Wenn in der medikamentösen Therapie von ADHS Stimulanzien nicht eingesetzt werden sollen - zum Beispiel um Appetitstörungen zu vermeiden -, scheinen α2-adrenerge Agonisten eine sichere und wirksame Alternative zu sein.

Die Autoren dieser Studie prüften, ob Medikamente auf der Basis von α2-adrenergen Agonisten bei Kindern im Vorschulalter mit ADHS wirksam sind. Dazu führten sie eine retrospektive Datenerhebung in sieben pädiatrischen Zentren in England durch. 497 Kinder mit der Diagnose ADHS, die zu Beginn ihrer Behandlung mit entweder α2-adrenergen Agonisten oder Stimulanzien jünger als 72 Monate waren, wurden erfasst. Die Behandlung fand zwischen 2013 und 2017 statt. Eine Verlaufskontrolle wurde bis 2/2019 durchgeführt.

82 % der behandelten Kinder waren Jungen, 18 % Mädchen. 35 % erhielten α2-adrenerge Agonisten, 65 % Stimulanzien. Die Behandlungsdauer betrug im Schnitt in beiden Gruppen 135 Tage. Eine Besserung der Symptomatik wurde bei 65 % der Kinder unter α2-adrenergen Agonisten und 78 % der Kinder unter Stimulanzien beobachtet. An Nebenwirkungen wurden Tagesmüdigkeit bei 38 % unter α2-adrenergen Agonisten versus bei 3 % unter Stimulanzien beobachtet. Emotionale Labilität trat bei 29 % der Kinder unter α2-adrenergen Agonisten versus bei 50 % unter Stimulanzien auf.
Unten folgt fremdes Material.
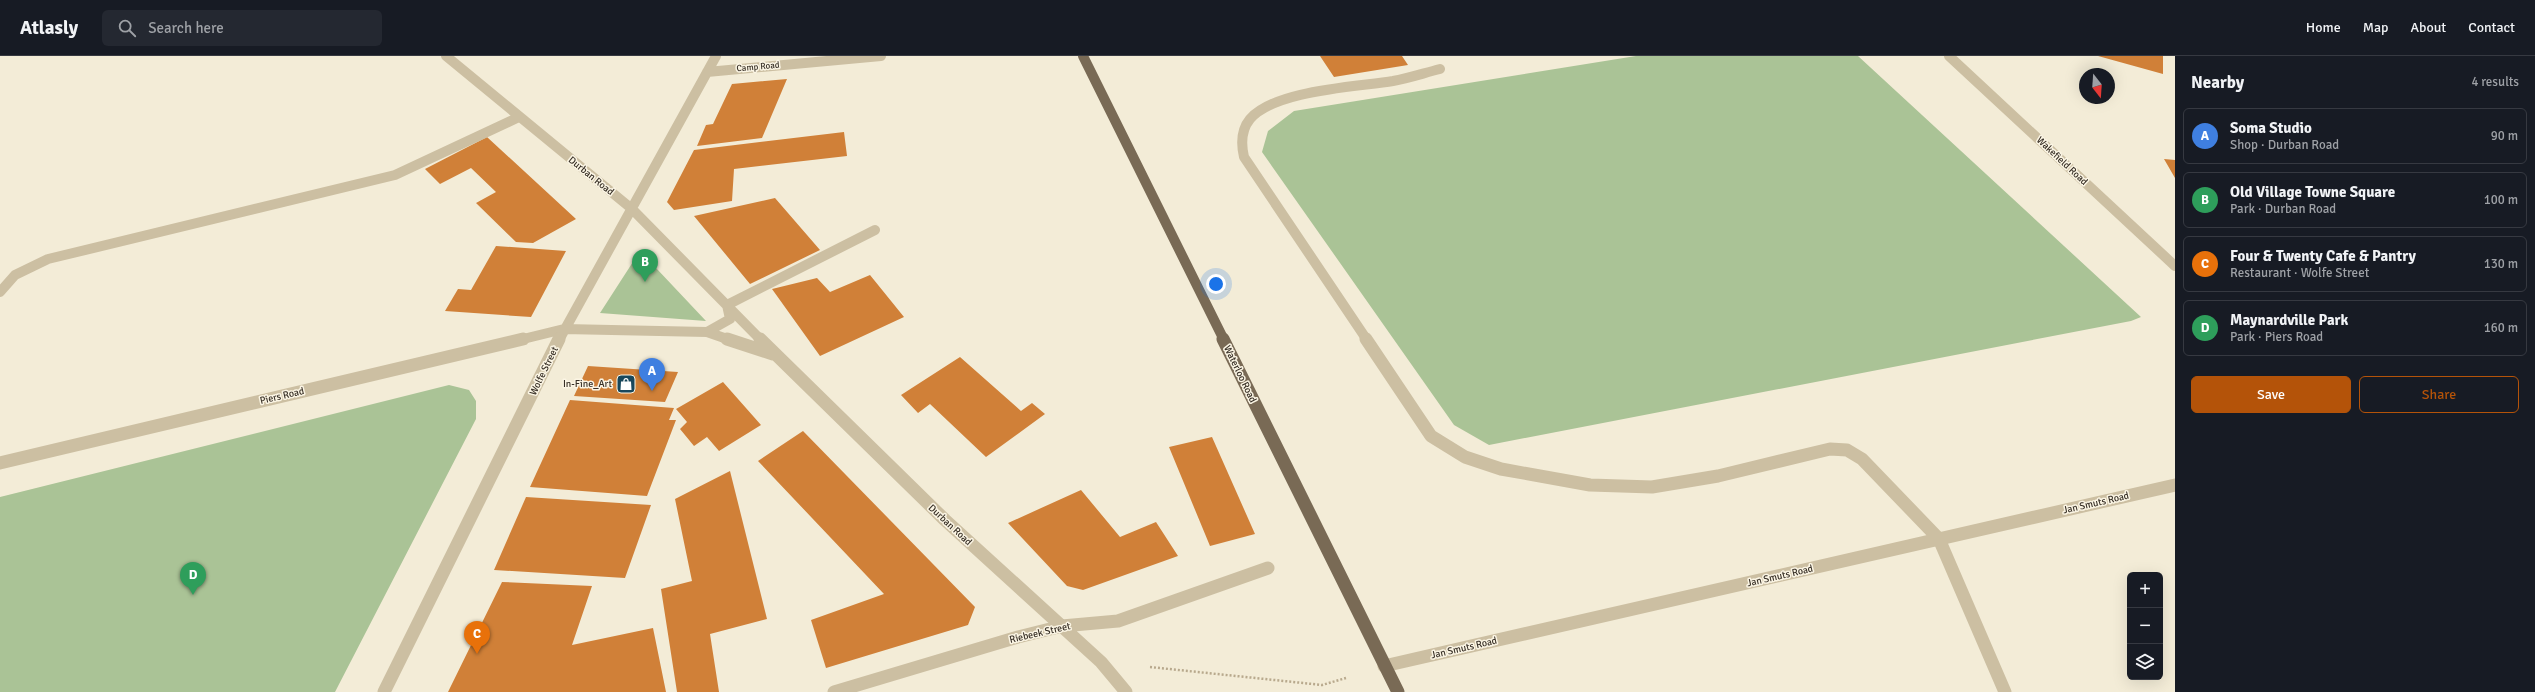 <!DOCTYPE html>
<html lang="en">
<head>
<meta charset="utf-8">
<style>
	:root { --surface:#171b24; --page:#242831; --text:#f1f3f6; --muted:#9ea1a6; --line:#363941; --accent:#b45309 }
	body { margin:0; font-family:Signika,sans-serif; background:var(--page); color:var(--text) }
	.controls { position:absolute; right:12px; bottom:12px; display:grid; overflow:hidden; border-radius:6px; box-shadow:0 4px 16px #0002 }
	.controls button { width:36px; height:36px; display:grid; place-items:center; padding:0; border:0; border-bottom:1px solid var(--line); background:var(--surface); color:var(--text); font:20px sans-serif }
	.compass { position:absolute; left:2079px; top:12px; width:36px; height:36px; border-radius:50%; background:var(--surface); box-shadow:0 4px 16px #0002; rotate:163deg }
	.you { position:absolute; left:1216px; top:228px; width:14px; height:14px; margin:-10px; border:3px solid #fff; border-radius:50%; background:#1a73e8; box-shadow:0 0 0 6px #1a73e833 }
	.badge { display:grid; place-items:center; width:26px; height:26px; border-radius:50%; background:var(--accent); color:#fff; font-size:13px; font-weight:700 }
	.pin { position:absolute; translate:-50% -33px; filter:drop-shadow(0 1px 2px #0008) }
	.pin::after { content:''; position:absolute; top:21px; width:14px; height:12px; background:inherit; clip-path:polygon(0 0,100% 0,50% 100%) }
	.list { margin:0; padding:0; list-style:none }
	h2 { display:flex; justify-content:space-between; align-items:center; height:52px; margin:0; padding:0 16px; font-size:17px }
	h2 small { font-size:13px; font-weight:400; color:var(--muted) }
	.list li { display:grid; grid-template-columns:26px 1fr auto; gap:12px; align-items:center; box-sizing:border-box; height:56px; margin:0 8px 8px; padding:0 8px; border:1px solid var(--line); border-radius:6px }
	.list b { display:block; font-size:15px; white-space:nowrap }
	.list p { margin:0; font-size:13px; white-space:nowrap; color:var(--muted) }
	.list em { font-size:13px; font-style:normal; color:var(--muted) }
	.actions { display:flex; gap:8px; padding:12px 16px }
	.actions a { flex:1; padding:9px 0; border:1px solid var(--accent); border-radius:6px; text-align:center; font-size:14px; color:var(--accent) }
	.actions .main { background:var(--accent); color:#fff }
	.icon { flex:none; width:22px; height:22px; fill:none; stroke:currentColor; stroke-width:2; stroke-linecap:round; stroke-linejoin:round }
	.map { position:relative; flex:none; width:2175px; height:636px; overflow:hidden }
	header { display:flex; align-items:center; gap:24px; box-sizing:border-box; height:56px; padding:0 20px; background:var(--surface); border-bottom:1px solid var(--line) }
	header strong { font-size:19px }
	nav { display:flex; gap:22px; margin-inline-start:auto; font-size:14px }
	.search { width:280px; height:36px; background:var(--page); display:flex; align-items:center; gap:10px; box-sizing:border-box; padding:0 14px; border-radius:6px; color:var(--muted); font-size:15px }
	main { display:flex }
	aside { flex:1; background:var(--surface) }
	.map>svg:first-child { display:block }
</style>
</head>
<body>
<header>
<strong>Atlasly</strong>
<div class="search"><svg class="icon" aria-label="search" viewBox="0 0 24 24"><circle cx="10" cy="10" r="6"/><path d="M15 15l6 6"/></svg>Search here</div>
<nav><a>Home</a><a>Map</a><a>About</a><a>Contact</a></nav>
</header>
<main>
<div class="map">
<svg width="2175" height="636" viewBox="0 0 2175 636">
	<rect width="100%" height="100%" fill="#f3ecd7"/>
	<!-- green -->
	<path fill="#aac396" d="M1636,0H1858L2141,261L2131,265L1489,389L1454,369L1262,96L1268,75L1294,55Z
		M640,195L706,265L600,257Z
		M449,329L469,334L476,345V363L335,636H0V441Z"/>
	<!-- building -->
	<path fill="#d08038" d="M1320,0H1402L1408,9L1334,21Z
		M2098,0H2163V18Z
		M787,23L762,82L697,90L706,69L713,68L732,28Z
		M844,76L847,100L734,113L732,145L674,154L667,146L694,94Z
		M487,81L576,163L533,187L516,186L476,147L496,136L471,112L440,128L425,113Z
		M2164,103L2175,104V122Z
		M775,142L820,194L750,228L694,160Z
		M496,190L566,195L531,261L445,255L458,233L471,234Z
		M870,219L904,261L820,300L772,233L817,222L830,236Z
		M960,301L1021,355L1032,347L1045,358L986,401L930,348L918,357L901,339Z
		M588,310L678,316L665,346L574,340Z
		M723,326L761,369L719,395L707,381L694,390L680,373L687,366L676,353Z
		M570,344L674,352L669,364H676L647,440L530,431Z
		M803,375L975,551L968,569L826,612L811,564L884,538L758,405Z
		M1212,381L1255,478L1210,490L1169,391Z
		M730,415L767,563L710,578L719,636H677L661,533L692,525L675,443Z
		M1081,434L1120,481L1156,466L1178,500L1083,534L1067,530L1008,467Z
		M526,441L651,449L625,522L494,514Z
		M502,526L592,530L572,589L653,572L666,636H448Z"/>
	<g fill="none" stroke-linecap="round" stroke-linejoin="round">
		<!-- path -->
		<path stroke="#b8a98d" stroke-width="2.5" stroke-dasharray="2 2" stroke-linecap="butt" d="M1150,611L1322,629L1346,622"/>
		<!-- minor-far1 -->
		<path stroke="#ccbfa2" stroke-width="10" d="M446,0L632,153L761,284
			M1949,0L2175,210
			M707,16L881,0
			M0,236L15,219L48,203L395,119L519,61
			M727,249L875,174
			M707,276L730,263L727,249
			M519,284L564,273L707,276L730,284
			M559,284L716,0
			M1367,284L1244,101C1241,88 1241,74 1250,63C1275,34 1356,31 1393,25C1409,22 1424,17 1440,13"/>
		<!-- minor -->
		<path stroke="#ccbfa2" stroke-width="13" d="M727,283L773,298
			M760,283L945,464L1101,606L1126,636
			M1366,283L1431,380L1465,401L1501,413L1590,429L1652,431L1718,420L1830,393L1847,394L1862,403L1939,483L2005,636
			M0,407L523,283
			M1384,610L2175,429
			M384,636L559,283
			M834,636L1018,581L1062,570L1118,565L1268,512"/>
		<!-- major-far1 -->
		<path stroke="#796a55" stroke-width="10" d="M1083,0L1224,284"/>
		<!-- major -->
		<path stroke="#796a55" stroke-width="13" d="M1223,283L1398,636"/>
	</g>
	<!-- icons -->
	<defs>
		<g id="shop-square" transform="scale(1)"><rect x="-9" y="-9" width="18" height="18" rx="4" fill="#18475b" stroke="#fbf5e4"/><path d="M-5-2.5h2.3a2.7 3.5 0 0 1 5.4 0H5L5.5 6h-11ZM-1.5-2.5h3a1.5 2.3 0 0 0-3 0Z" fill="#fff"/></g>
	</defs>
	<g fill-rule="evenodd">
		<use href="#shop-square" x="626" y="328"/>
	</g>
	<g text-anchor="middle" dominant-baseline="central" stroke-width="3" stroke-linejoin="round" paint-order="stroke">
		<!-- far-street labels -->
		<g font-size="9" fill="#362e25" stroke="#fbf5e4">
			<text transform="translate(758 11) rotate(-5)">Camp Road</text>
		</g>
		<!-- street labels -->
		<g font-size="10" fill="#362e25" stroke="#fbf5e4">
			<text transform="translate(2062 105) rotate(43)">Wakefield Road</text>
			<text transform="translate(591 120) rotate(39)">Durban Road</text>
			<text transform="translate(544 315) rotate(-64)">Wolfe Street</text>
			<text transform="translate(1240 318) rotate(64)">Waterloo Road</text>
			<text transform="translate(282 340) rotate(-13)">Piers Road</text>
			<text transform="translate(2096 447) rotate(-13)">Jan Smuts Road</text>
			<text transform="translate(950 469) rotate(43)">Durban Road</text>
			<text transform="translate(1780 520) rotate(-13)">Jan Smuts Road</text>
			<text transform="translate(1040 577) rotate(-13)">Riebeek Street</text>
			<text transform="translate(1464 592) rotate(-13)">Jan Smuts Road</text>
		</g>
		<!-- poi labels -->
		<g font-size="10" fill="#362e25" stroke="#fbf5e4" text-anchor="end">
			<text x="612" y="328">In-Fine_Art</text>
		</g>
	</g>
</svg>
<div class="controls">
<button>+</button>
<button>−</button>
<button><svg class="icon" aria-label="layers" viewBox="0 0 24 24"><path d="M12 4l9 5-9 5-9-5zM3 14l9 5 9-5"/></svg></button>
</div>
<svg class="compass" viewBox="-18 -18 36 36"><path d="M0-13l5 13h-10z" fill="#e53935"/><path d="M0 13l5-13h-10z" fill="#9ea1a6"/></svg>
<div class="you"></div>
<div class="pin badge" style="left:652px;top:335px;background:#3f7fe0">A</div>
<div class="pin badge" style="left:645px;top:226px;background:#2e9e5b">B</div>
<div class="pin badge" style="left:477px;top:598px;background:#e8710a">C</div>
<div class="pin badge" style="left:193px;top:539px;background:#2e9e5b">D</div>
</div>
<aside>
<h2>Nearby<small>4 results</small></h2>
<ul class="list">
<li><span class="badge" style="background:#3f7fe0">A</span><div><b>Soma Studio</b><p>Shop · Durban Road</p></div><em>90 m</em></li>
<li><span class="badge" style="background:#2e9e5b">B</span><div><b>Old Village Towne Square</b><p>Park · Durban Road</p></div><em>100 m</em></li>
<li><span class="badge" style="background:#e8710a">C</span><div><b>Four &amp; Twenty Cafe &amp; Pantry</b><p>Restaurant · Wolfe Street</p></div><em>130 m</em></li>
<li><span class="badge" style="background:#2e9e5b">D</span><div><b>Maynardville Park</b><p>Park · Piers Road</p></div><em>160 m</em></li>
</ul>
<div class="actions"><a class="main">Save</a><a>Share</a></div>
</aside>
</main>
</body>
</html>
Appetitmangel wurde bei 7 % der Kinder mit α2-adrenergen Agonisten beobachtet und bei 38 % unter Stimulanzien, bei Schlafstörungen betrug die Rate 11 % unter α2-adrenergen Agonisten versus 21 % unter Stimulanzien.

Die Autoren kommen zum Schluss, dass auch α2-adrenerge Agonisten bei der Behandlung von Vorschulkindern mit ADHS wirksam sind und dass sich die Therapie vor allem im Nebenwirkungsspektrum von der mit Stimulanzien unterscheidet.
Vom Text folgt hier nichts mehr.